● **Records provided**:
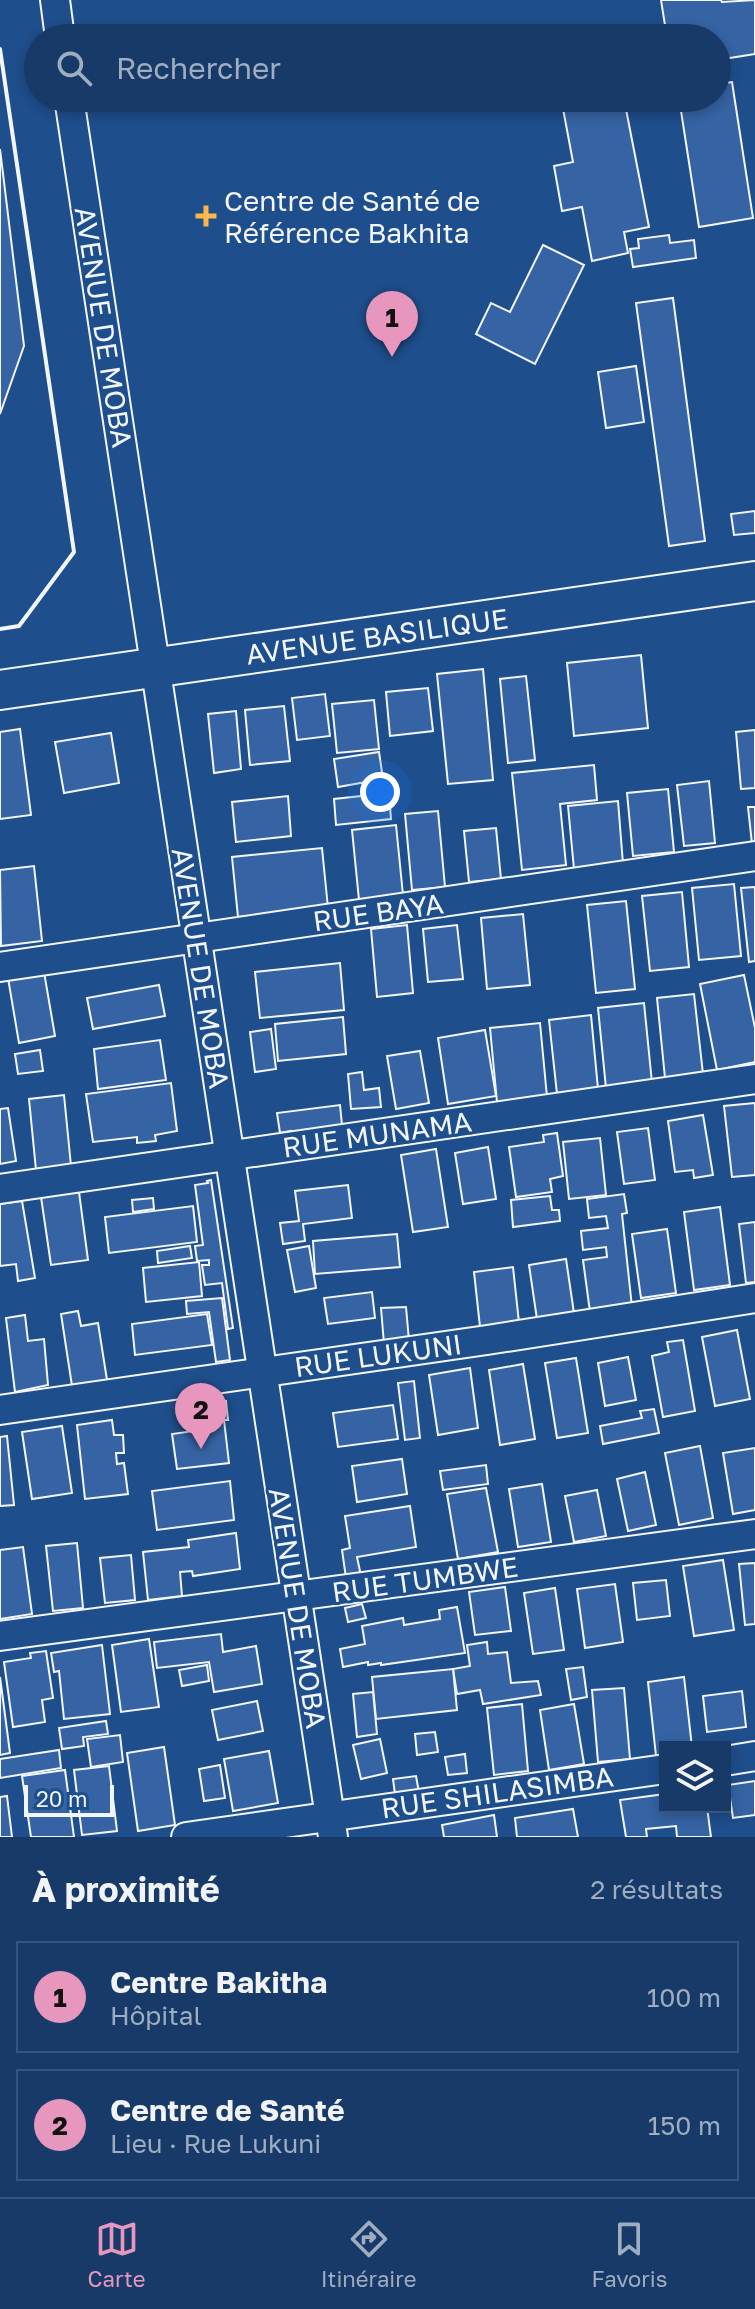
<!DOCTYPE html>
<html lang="fr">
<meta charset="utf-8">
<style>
body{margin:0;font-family:"Golos Text",sans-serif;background:#244571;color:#f1f3f6}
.controls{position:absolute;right:24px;bottom:24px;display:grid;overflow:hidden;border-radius:0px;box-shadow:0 4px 12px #0003}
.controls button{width:72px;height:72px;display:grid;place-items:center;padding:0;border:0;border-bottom:2px solid #36547d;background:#173a69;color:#f1f3f6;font:40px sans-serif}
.scale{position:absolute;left:24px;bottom:20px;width:90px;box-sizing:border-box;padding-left:8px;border:4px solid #f2f6ff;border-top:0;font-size:22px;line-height:28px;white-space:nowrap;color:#f2f6ff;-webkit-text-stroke:6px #1f4e8c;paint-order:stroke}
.you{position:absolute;left:380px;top:792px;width:28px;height:28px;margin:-20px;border:6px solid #fff;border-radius:50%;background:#1a73e8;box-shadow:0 0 0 12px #1a73e833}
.badge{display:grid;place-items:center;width:52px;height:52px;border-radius:50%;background:#e797bd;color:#111;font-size:26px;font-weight:700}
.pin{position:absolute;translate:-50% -66px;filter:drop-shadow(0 2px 4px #0008)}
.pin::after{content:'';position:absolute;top:42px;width:28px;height:24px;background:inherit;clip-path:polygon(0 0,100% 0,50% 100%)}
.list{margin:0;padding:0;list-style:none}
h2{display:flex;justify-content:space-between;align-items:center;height:104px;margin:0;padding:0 32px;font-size:34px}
h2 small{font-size:26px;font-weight:400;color:#9eadc0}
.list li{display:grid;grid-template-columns:52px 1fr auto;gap:24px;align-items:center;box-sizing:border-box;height:112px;margin:0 16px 16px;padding:0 16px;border:2px solid #36547d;border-radius:0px}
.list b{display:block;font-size:30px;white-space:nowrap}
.list p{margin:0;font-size:26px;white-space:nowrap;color:#9eadc0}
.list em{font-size:26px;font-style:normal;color:#9eadc0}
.icon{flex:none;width:44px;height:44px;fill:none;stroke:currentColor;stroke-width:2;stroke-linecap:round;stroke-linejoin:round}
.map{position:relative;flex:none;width:755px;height:1837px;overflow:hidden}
.search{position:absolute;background:#173a69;box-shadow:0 4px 12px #0003;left:24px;right:24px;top:24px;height:88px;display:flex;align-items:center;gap:20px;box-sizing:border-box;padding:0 28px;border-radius:44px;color:#9eadc0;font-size:30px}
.sheet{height:360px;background:#173a69}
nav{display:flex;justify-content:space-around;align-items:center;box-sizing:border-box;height:112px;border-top:2px solid #36547d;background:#173a69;font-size:22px;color:#9eadc0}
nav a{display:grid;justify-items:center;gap:4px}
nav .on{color:#e797bd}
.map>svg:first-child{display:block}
.building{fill:#3563a3;stroke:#f2f6ff;stroke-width:2}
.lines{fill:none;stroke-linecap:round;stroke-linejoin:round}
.street-casing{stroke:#f2f6ff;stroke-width:32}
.secondary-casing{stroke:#f2f6ff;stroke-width:42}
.street{stroke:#1f4e8c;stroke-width:28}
.secondary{stroke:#1f4e8c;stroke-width:38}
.wall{stroke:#f2f6ff;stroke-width:4}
.poi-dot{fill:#ffb74d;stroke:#1f4e8c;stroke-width:3}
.labels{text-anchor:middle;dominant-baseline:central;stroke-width:6;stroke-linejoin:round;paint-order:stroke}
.poi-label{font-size:28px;fill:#f2f6ff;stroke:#1f4e8c;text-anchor:start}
.street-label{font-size:28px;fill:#f2f6ff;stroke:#1f4e8c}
</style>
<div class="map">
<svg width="755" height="1837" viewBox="0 0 755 1837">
<rect width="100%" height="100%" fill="#1f4e8c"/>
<!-- building -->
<g class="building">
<path d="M661 0H721L722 2 755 0V54L717 60V38H667Z"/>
<path d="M732 82 753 218 699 227 679 98H717V84Z"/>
<path d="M561 98H629L624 99 649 227 624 232 628 253 592 261 582 207 562 211 554 166 573 162Z"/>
<path d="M0 149 24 346 0 414Z"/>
<path d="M669 235 670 243 694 240 696 258 633 267 630 249 639 248 638 239Z"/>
<path d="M543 245 584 265 535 364 476 334 491 303 510 312Z"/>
<path d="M673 298 705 541 669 546 636 303Z"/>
<path d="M636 366 644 422 606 428 598 372Z"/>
<path d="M755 511V533L734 535 731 514Z"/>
<path d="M641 655 648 728 574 736 567 663Z"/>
<path d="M483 669 493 780 448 784 437 674Z"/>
<path d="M526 676 535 760 508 763 500 679Z"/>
<path d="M428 688 433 731 390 736 386 692Z"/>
<path d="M325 694 330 736 297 740 292 698Z"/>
<path d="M374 700 379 749 337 753 332 704Z"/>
<path d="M284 706 290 761 250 765 245 710Z"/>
<path d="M236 711 241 769 214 773 208 714Z"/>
<path d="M20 729 31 815 0 819V732Z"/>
<path d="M755 730V788L741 789 736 732Z"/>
<path d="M111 733 119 783 64 793 55 742Z"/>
<path d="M379 752 383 779 338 787 334 759Z"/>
<path d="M594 765 597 800 560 804 566 865 522 870 512 773Z"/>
<path d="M709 781 715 843 684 846 677 785Z"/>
<path d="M668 789 674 852 633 856 627 793Z"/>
<path d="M389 793 391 819 336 825 334 799Z"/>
<path d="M288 796 291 836 236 842 232 802Z"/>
<path d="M618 801 623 864 574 869 568 806Z"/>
<path d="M748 807H755V844H752Z"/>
<path d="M438 811 445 887 412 890 405 814Z"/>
<path d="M396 825 403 895 359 900 352 830Z"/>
<path d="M496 828 501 879 469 882 464 831Z"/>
<path d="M322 848 328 908 238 917 232 857Z"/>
<path d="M34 866 42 941 1 946 0 870Z"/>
<path d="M734 884 741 956 699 960 692 888Z"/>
<path d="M755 887V961L749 962 741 888Z"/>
<path d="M682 892 689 967 650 971 642 896Z"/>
<path d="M626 901 635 989 596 993 587 905Z"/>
<path d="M523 914 530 985 487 989 481 918Z"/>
<path d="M407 925 413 993 377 997 371 929Z"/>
<path d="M457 925 463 979 428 982 423 929Z"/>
<path d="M340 963 344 1010 260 1018 255 972Z"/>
<path d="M44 972 55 1036 19 1043 8 978Z"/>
<path d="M744 975 755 1028V1062L717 1070 700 984Z"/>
<path d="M159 985 165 1016 93 1029 87 998Z"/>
<path d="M694 994 703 1074 665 1078 657 998Z"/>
<path d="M644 1003 652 1083 606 1088 598 1008Z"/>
<path d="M591 1015 598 1089 557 1094 549 1020Z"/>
<path d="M343 1017 346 1054 278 1061 275 1024Z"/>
<path d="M540 1023 547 1097 497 1102 490 1028Z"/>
<path d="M271 1029 276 1069 255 1072 250 1032Z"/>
<path d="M485 1030 496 1096 448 1104 438 1038Z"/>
<path d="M160 1040 166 1080 98 1089 94 1049Z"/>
<path d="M40 1050 43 1071 18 1074 15 1054Z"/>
<path d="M420 1051 429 1103 396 1109 387 1056Z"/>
<path d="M362 1072 364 1090 379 1088 381 1107 351 1109 348 1074Z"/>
<path d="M171 1083 177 1131 155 1135 156 1141 137 1143V1137L93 1142 86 1094Z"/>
<path d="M64 1095 71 1166 36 1170 29 1099Z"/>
<path d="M755 1103V1175L732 1177 724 1106Z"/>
<path d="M340 1105 342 1125 292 1138 291 1131 280 1133 277 1113Z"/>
<path d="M8 1108 16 1161 0 1164V1109Z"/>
<path d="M703 1115 713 1175 694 1178 693 1170 675 1172 668 1121Z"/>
<path d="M648 1128 655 1180 624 1184 617 1132Z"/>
<path d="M557 1133 563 1176 550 1179 552 1192 516 1197 509 1147 544 1142 543 1135Z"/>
<path d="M600 1138 606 1195 569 1199 563 1142Z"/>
<path d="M488 1147 496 1199 463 1204 455 1153Z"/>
<path d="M436 1149 448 1227 413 1232 401 1155Z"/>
<path d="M211 1180 233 1328 228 1329 222 1283 205 1285 202 1265H209V1260L197 1261 195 1246 203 1245 195 1185 208 1183 207 1181Z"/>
<path d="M348 1185 352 1218 303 1224 305 1241 283 1244 280 1223 299 1221 295 1191Z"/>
<path d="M79 1192 88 1260 51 1265 41 1197Z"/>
<path d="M624 1194 627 1213 622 1214 632 1307 590 1312 583 1260 607 1257 606 1247 583 1250 581 1231 608 1228 606 1216 589 1218 587 1199Z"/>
<path d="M550 1196 552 1210H559L560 1221 513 1227 511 1200Z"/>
<path d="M153 1198 154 1209 133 1212 132 1200Z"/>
<path d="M22 1201 35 1278 18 1281 16 1264 0 1266V1204Z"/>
<path d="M193 1206 197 1242 109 1253 105 1217Z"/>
<path d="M720 1207 730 1285 694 1290 684 1212Z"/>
<path d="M755 1222V1282L746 1283 739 1224Z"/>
<path d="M667 1229 676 1293 641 1298 632 1234Z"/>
<path d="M397 1234 400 1267 315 1274 313 1241Z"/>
<path d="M190 1246 192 1258 158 1263 157 1251Z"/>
<path d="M309 1246 316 1288 295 1292 287 1250Z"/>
<path d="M566 1259 575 1320 538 1326 529 1265Z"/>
<path d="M199 1262 202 1296 146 1302 143 1268Z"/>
<path d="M513 1267 520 1332 481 1336 474 1272Z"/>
<path d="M372 1292 375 1318 328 1324 324 1298Z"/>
<path d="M222 1298 230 1360 216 1362 209 1312 187 1314 186 1301Z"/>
<path d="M406 1307 409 1341 384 1344 381 1308Z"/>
<path d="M78 1311 81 1326 98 1323 107 1380 72 1386 61 1314Z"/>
<path d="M207 1314 212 1345 135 1355 132 1324Z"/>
<path d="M25 1315 28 1341 44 1339 48 1385 15 1392 6 1318Z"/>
<path d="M737 1330 750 1399 715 1406 702 1337Z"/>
<path d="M683 1340 695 1411 663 1417 652 1356 669 1352 667 1342Z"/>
<path d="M628 1357 636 1400 605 1406 598 1363Z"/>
<path d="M576 1358 588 1433 557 1438 545 1363Z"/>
<path d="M523 1364 535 1439 500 1445 489 1370Z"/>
<path d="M470 1368 478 1428 438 1435 429 1375Z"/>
<path d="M414 1381 420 1438 405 1440 398 1383Z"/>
<path d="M226 1401 228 1420H224L229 1463 177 1469 172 1434 215 1428V1422L186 1424 184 1405Z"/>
<path d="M393 1405 398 1439 338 1447 333 1413Z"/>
<path d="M654 1409 659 1433 603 1444 600 1426 642 1418 640 1411Z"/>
<path d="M112 1420 114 1435H123L124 1453H116L117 1464 124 1463 128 1494 85 1499 77 1425Z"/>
<path d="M62 1426 72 1493 32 1499 22 1432Z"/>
<path d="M7 1436 14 1505 0 1506V1437Z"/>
<path d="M700 1446 713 1518 679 1525 665 1453Z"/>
<path d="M755 1448V1510L733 1514 723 1453Z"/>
<path d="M402 1459 407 1494 357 1502 352 1466Z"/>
<path d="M486 1465 488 1484 443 1490 440 1471Z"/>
<path d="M645 1472 656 1525 628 1531 617 1479Z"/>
<path d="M230 1481 234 1520 157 1530 152 1491Z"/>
<path d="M542 1484 551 1542 518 1547 509 1489Z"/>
<path d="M486 1488 498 1552 458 1559 447 1494Z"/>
<path d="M597 1490 606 1536 574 1542 565 1496Z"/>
<path d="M410 1506 416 1547 357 1557 361 1576 346 1578 342 1550 350 1548 345 1516Z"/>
<path d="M236 1533 240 1569 193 1576 192 1571 180 1572 182 1596 148 1600 143 1552 189 1547 188 1540Z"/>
<path d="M77 1543 83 1608 53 1611 46 1546Z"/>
<path d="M23 1547 32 1614 0 1619V1550Z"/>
<path d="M131 1555 135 1600 105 1603 100 1558Z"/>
<path d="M723 1560 734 1630 694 1636 683 1566Z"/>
<path d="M755 1563V1624L745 1625 739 1564Z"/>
<path d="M666 1580 670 1616 637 1620 633 1583Z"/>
<path d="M615 1584 623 1642 585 1648 577 1589Z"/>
<path d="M505 1587 511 1631 475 1635 469 1592Z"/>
<path d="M555 1588 564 1650 533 1654 524 1593Z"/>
<path d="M362 1604 366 1618 348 1622 345 1608Z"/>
<path d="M457 1607 465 1653 381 1665V1663L368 1665V1662L343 1667 340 1649 365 1644 362 1626 403 1618 404 1625 440 1619 439 1610Z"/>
<path d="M221 1634 223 1652 256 1646 262 1684 214 1692 209 1662 157 1668 154 1642Z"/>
<path d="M149 1639 159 1707 121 1712 112 1645Z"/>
<path d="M487 1642 488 1654 507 1652 511 1683 538 1681 541 1695 483 1704 480 1690 457 1694 453 1669 470 1666 467 1645Z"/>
<path d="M102 1645 110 1714 64 1719 59 1671 54 1672 51 1653Z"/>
<path d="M46 1651 53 1698 42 1700 45 1722 13 1727 4 1662 31 1658 30 1653Z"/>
<path d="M207 1665 209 1681 182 1686 179 1670Z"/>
<path d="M583 1667 587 1697 571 1700 566 1669Z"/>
<path d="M453 1669 457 1710 376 1719 372 1677Z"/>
<path d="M0 1677 10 1753 0 1755Z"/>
<path d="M684 1677 692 1747H665V1754L656 1756 648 1682Z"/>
<path d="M624 1688 630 1759 598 1762 592 1690Z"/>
<path d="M742 1691 746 1727 707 1732 703 1696Z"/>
<path d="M373 1692 377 1734 357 1737 353 1694Z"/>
<path d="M257 1701 263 1731 218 1740 212 1710Z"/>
<path d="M522 1704 528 1771 494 1775 487 1708Z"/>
<path d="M574 1704 584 1764 549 1770 540 1710Z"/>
<path d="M106 1721 108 1734 83 1737 84 1746 62 1749 59 1728Z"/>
<path d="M435 1732 438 1752 417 1755 415 1734Z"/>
<path d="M120 1735 123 1762 91 1767 87 1739Z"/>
<path d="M380 1739 387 1773 361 1779 353 1745Z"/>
<path d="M164 1747 175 1825 138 1831 127 1753Z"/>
<path d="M59 1750 61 1768 0 1778V1759Z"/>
<path d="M269 1751 278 1803 233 1811 224 1759Z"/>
<path d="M465 1754 467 1773 448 1775 445 1757Z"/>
<path d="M220 1765 225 1798 204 1801 199 1769Z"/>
<path d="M109 1766 117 1831 82 1835 74 1770Z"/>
<path d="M65 1770 74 1837H31L22 1776Z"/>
<path d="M416 1776 420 1798 396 1802 393 1779Z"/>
<path d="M755 1781V1815L733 1818 728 1785Z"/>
<path d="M665 1794V1807H707L711 1837H677L676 1826 646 1829 647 1837H626L620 1800Z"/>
<path d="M7 1796 12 1837H0V1797Z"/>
<path d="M573 1809 578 1837H517L515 1818Z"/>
<path d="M494 1815 497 1837H444L442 1825Z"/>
</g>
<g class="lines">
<!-- street casing -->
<g class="street-casing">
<g id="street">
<path d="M55 0 60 38"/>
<path d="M69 98 333 1837"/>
<path d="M0 967 755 856"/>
<path d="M0 1189 755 1079"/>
<path d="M0 1410 487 1340 755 1298"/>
<path d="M0 1636 755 1534"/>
<path d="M725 1761 755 1756"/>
<path d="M186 1837 665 1769"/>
</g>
</g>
<!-- secondary casing -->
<g class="secondary-casing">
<path id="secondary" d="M0 690 755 581"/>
</g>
<!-- street -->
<use href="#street" class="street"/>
<!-- secondary -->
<use href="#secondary" class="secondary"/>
<!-- wall -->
<path class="wall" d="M0 49 74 552 19 626 0 629"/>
</g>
<!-- markers -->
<path class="poi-dot" d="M202 204h8v8h8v8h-8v8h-8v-8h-8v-8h8z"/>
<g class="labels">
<!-- poi labels -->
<g class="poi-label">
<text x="224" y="200">Centre de Santé de<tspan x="224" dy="32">Référence Bakhita</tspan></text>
</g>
<!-- street labels -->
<g class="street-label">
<text transform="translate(104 327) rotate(81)">AVENUE DE MOBA</text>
<text transform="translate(377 636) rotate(-8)">AVENUE BASILIQUE</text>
<text transform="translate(378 912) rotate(-8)">RUE BAYA</text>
<text transform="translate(201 968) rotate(81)">AVENUE DE MOBA</text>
<text transform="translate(377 1134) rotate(-8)">RUE MUNAMA</text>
<text transform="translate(378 1355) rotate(-8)">RUE LUKUNI</text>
<text transform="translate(425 1579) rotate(-8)">RUE TUMBWE</text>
<text transform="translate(298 1608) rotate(81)">AVENUE DE MOBA</text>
<text transform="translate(497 1792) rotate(-8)">RUE SHILASIMBA</text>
</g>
</g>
</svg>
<div class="controls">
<button><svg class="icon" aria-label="layers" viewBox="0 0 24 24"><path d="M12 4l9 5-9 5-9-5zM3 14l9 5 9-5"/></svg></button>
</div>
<div class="scale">20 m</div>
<div class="you"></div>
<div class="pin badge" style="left:392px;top:357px">1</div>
<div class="pin badge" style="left:201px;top:1449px">2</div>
<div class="search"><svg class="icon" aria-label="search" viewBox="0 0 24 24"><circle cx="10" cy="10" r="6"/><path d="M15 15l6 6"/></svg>Rechercher</div>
</div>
<section class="sheet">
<h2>À proximité<small>2 résultats</small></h2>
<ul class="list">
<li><span class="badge">1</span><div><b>Centre Bakitha</b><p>Hôpital</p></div><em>100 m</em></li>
<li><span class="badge">2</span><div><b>Centre de Santé</b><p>Lieu · Rue Lukuni</p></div><em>150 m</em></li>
</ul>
</section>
<nav>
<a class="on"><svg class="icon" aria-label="map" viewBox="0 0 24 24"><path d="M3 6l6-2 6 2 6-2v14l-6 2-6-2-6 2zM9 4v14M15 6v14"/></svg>Carte</a>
<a><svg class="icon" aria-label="directions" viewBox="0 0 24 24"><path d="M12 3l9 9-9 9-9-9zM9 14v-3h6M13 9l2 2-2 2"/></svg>Itinéraire</a>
<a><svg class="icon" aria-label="saved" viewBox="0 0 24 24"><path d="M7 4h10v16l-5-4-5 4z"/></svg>Favoris</a>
</nav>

● **Assignment**:
Tally the lines above that contain the word "button", and reply with only the number.

● **Answer to this exercise**:
2